Cette immunothérapie permet un ralentissant significatif du déclin cognitif chez les patients traités après 18 mois de traitement.
Ce traitement est destiné aux malades au stade débutant, porteurs d’une seule copie du gène ApoE4 ou non porteurs. En revanche, ceux qui portent deux copies ne peuvent pas en bénéficier, à cause d’un risque accru d’effets indésirables (ARIAs). La recherche de ce gène se ferait systématiquement avant de débuter le traitement, pour déterminer le profil de chaque patient.
2. Quels sont les bénéfices du Kisunla™ ?
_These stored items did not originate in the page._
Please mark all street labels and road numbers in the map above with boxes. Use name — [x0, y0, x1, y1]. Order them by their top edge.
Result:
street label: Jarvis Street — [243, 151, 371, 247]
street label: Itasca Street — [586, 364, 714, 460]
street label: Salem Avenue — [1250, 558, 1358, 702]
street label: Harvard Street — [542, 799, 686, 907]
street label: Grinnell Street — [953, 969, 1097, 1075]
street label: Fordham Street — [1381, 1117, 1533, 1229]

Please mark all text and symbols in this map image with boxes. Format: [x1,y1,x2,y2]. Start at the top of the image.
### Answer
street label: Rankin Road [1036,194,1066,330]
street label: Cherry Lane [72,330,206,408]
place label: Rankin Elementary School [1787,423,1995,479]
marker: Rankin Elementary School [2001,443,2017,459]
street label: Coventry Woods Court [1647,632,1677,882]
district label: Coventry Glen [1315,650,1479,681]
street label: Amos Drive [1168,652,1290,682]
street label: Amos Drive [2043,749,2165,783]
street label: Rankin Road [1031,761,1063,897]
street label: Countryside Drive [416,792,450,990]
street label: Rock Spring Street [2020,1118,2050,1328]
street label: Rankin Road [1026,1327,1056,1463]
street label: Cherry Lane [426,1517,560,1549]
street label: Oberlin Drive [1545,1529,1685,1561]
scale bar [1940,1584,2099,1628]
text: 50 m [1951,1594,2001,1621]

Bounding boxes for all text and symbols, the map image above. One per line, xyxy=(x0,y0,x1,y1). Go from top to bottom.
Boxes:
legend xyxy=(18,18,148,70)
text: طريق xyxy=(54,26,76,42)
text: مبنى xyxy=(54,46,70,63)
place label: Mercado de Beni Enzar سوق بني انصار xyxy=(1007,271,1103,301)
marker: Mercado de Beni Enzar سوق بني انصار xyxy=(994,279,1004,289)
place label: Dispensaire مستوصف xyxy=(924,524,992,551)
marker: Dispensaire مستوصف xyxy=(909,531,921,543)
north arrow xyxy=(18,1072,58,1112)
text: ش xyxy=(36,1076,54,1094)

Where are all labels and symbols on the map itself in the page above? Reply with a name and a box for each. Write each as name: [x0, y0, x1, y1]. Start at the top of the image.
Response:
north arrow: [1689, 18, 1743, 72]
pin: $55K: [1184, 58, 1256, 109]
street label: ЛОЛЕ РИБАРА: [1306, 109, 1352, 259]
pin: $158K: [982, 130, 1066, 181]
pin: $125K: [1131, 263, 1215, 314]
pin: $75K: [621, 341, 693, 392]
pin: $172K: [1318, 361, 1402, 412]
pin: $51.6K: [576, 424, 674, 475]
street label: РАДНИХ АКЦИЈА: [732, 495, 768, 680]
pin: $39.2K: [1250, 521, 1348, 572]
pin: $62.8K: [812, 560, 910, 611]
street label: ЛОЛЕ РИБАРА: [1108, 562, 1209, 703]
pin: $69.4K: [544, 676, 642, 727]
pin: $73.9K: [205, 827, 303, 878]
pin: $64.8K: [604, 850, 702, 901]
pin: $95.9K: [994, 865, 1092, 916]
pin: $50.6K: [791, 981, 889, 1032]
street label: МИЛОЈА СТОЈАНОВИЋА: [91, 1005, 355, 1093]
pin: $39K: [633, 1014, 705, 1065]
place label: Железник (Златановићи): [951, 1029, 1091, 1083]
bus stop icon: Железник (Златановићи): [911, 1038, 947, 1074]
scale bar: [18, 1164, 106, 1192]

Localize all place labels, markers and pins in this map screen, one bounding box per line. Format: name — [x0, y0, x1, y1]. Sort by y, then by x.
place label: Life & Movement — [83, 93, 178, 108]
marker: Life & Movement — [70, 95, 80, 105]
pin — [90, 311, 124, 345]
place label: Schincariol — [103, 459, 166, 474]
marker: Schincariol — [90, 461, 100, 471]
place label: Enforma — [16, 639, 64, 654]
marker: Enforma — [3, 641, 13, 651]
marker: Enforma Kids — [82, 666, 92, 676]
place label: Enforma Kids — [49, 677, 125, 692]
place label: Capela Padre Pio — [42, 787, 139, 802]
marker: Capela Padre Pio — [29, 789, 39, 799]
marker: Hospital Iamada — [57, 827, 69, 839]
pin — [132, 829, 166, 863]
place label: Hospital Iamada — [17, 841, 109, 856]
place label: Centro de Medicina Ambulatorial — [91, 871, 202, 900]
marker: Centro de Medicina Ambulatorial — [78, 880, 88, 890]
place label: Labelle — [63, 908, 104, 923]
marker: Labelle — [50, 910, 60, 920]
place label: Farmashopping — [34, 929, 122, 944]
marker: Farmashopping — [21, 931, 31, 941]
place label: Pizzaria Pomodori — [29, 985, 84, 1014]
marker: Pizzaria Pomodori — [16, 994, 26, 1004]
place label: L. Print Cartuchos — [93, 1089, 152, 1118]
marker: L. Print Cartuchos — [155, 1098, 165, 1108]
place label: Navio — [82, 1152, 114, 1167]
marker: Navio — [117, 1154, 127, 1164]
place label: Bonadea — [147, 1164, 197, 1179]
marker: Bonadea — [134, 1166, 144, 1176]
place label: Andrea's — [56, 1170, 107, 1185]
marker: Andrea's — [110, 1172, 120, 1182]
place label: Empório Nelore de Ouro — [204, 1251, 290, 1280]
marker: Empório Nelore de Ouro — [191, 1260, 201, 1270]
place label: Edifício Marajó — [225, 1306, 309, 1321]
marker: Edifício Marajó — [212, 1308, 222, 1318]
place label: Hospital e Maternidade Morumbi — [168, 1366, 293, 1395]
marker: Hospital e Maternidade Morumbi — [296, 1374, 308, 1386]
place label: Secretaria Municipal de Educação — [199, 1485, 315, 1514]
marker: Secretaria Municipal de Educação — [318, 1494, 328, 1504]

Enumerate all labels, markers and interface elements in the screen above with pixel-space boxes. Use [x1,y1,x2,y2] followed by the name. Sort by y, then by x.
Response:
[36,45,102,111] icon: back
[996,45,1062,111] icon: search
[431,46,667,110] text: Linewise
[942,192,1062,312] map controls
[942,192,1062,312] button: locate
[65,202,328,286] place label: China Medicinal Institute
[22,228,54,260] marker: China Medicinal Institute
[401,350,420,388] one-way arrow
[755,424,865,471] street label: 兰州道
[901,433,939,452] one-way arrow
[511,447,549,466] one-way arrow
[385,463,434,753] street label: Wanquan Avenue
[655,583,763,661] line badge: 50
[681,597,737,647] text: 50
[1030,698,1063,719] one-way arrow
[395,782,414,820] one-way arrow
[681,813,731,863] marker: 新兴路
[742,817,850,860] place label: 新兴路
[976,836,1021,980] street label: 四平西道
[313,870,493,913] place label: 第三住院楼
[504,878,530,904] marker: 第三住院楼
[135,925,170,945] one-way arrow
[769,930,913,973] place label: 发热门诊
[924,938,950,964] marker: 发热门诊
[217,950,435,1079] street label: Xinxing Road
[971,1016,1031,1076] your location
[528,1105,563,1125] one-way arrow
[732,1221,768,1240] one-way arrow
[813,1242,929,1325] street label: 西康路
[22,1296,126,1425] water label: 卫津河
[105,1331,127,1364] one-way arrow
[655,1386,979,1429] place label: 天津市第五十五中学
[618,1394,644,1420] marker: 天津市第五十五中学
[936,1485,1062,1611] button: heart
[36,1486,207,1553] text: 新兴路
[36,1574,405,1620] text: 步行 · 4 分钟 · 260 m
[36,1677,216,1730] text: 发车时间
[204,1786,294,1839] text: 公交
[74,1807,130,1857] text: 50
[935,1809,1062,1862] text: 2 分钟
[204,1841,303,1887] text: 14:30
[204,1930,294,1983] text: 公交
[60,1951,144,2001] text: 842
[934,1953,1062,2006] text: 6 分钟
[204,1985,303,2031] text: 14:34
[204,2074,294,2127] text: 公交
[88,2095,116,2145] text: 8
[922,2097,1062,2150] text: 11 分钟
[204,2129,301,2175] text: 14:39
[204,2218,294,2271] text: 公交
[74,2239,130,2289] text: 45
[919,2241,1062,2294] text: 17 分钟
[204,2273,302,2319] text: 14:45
Parmi les bénéfices, les données de l’essai TRAILBLAZER-ALZ 2, publiées en 2023, montrent un ralentissement du déclin cognitif de 22 % en 18 mois. Chez certains patients, ce ralentissement atteint même 35 % (pour les patients présentant une charge moyenne de protéine tau, l’autre protéine qui s’accumule dans le cerveau des malades).
De plus, le traitement améliore la qualité de vie. On a par ailleurs constaté que plus le traitement est administré tôt, plus son efficacité est marquée. Enfin, le traitement peut être arrêté lorsque la concentration d’amyloïde devient minimale.
3. Quels sont les risques liés au Kisunla™ ?
Une vigilance particulière est mise en place concernant l’apparition possible de certains effets secondaires. En effet, ce traitement peut provoquer des micro-hémorragies ou des œdèmes du cerveau, appelés des ARIAs. Ces effets sont observés lors d’IRM régulières et ne sont souvent pas ressentis par le patient. Cette étude avait toutefois reporté 3 décès dus au traitement.
Un taux relativement élevé d’ARIAs avait amené le laboratoire Lilly a mené un nouvel essai clinique en 2025, TRAILBLAZER-ALZ 6 pour diminuer les effets secondaires.
Le schéma d’administration de cet essai clinique se faisait à dose progressive, en utilisant un flacon pour la première dose et jusqu’à quatre flacons à partir de la 12ᵉ semaine de traitement. Résultat : les effets secondaires ont nettement diminué, sans perte d’efficacité.
L’administration de ce traitement se fait par perfusion (intraveineuse) une fois par mois, en hôpital de jour. Des séances d’IRM fréquentes sont également à prévoir.